The best performance I had (assuming no change in the underlying hardware) was to have three mirrored drives (actually RAID 10 arrays). I had a filegroup comprising three files, one per windows drive. I created tables on the filegroup (therefore the tables were 'striped' accross the three windows disks). I was able to bring the Average Disk Queue length down from a number getting up to as high as 900/sec. to around 5-15 per second from the previous setup (the filegroup made up of one file on a RAID 5 set).

David Scotland-132255 SSCertifiable Points: 5599 More actions · Answer 6

As previously stated having a numerous files on a single Raid 5 array will likely make little difference to your performance but there is a more important consideration, in my opinion, which is related to how many processors you have in your server.

This is because you can only write to one file with one thread. So if you have multiple processors and only one file then only one of them will be able to write data to disk. To see if this is a problem monitor your server and see if only one processor seems to be doing all the work while the rest are havinf a nap. This can have a significant hit on performance as you don't want anything waiting on disk I/O unecessarily.

Regards

David

ChrisMoix-87856 SSCertifiable Points: 7288 More actions · Answer 7

Good point, David. I remember another thread from a few days ago where someone said something to the same effect.

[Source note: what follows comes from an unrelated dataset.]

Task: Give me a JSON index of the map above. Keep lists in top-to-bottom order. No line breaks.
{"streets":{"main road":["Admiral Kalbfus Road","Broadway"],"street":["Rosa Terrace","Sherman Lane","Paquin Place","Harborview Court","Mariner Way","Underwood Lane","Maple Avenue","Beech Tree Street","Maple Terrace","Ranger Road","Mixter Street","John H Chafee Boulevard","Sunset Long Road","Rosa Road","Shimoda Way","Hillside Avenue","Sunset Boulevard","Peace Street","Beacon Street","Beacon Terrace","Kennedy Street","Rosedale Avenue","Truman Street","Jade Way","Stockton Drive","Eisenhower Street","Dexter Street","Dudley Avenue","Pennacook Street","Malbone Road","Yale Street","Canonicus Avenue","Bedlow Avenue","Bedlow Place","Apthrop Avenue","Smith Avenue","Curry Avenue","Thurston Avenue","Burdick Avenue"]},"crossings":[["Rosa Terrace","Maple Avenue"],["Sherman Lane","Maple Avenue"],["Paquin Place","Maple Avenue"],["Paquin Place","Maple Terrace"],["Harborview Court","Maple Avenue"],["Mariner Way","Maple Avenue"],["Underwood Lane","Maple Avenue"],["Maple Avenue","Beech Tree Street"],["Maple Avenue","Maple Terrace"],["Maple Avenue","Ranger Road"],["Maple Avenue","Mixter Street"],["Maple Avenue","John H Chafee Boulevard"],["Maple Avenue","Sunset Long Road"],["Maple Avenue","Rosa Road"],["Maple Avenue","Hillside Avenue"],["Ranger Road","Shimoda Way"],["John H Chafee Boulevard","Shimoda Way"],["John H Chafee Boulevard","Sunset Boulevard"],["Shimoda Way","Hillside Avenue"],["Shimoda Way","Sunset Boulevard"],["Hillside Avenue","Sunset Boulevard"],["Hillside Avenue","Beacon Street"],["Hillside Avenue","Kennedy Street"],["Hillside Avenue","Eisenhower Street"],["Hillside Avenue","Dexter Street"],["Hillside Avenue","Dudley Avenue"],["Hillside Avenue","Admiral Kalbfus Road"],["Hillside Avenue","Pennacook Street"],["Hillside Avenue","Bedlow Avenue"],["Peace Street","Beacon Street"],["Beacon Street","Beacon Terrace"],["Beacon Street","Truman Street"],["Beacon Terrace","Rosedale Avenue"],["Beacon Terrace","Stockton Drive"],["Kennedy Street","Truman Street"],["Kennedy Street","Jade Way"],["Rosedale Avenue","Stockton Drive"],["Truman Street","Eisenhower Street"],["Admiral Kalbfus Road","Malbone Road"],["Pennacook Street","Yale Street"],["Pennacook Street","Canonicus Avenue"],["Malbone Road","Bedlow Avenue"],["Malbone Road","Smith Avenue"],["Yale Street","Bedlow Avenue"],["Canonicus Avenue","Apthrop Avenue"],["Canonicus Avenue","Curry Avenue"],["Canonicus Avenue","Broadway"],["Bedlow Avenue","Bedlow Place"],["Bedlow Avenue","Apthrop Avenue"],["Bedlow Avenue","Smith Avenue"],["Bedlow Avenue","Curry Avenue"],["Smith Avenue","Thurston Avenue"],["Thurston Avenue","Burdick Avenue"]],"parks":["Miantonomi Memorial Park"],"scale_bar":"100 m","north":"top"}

David Scotland-132255 SSCertifiable Points: 5599 More actions · Answer 8

I should also have noted that if you use multiple files do not rely on auto grow to grow your databases as it will only increase the size of one file at a time and you will end up with same problem that only one processor can write to disk at a time.

David

Johnny Ed Old Hand Points: 326 More actions · Answer 9

David,

Couple of questions for you;

"So if you have multiple processors and only one file then only one of them will be able to write data to disk. To see if this is a problem monitor your server and see if only one processor seems to be doing all the work while the rest are havinf a nap. This can have a significant hit on performance as you don't want anything waiting on disk I/O unecessarily"

How would monitor which processor is doing what?

When MSS2k writes across multiple files does it write evenly across all files?

JE

David Scotland-132255 SSCertifiable Points: 5599 More actions · Answer 10

It writes to each of the files in a round robin fashion so that data is evenly distributed accross each.

From Books Online:

As data is written to the filegroup, Microsoft® SQL Server™ writes an amount proportional to the free space in the file to each file within the filegroup, rather than writing all the data to the first file until full and then writing to the next file.

As soon as all the files in a filegroup are full, SQL Server automatically expands one file at a time in a round-robin fashion to accommodate more data (provided that the database is set to grow automatically).

Also you may want to look at this microsoft UK guys blog (it was him that pointed out the auto grow pitfall to me)

http://blogs.technet.com/mat_stephen/archive/2005/02/02/365325.aspx

http://blogs.technet.com/mat_stephen/archive/2005/2/2.aspx

You just need to monitor your processors and see if one of them is much busier than the others. You can

do this in task manager or using performance monitor if you laso want to capture processor queue lengths etc.

Regards

David

Shawn Denogeon SSChasing Mays Points: 634 More actions · Answer 11

With RAID configurations, the primary benefit seems to be if one of the files becomes corrupt. Supposedly, if the index file becomes corrupt, if it's in a separate file, then, the database is still intact and recovery is a matter of reindexing. If the indexes were in the same file as the databases, then, recovery might or likely will require a backup restore.

The secondary benefit seems to be that multiple processing threads will be used which could possibly increase process throughput.

I still don't know if it's a good overall idea: e.g. additional maintenance requirements vs. performance and fault tolerance increase.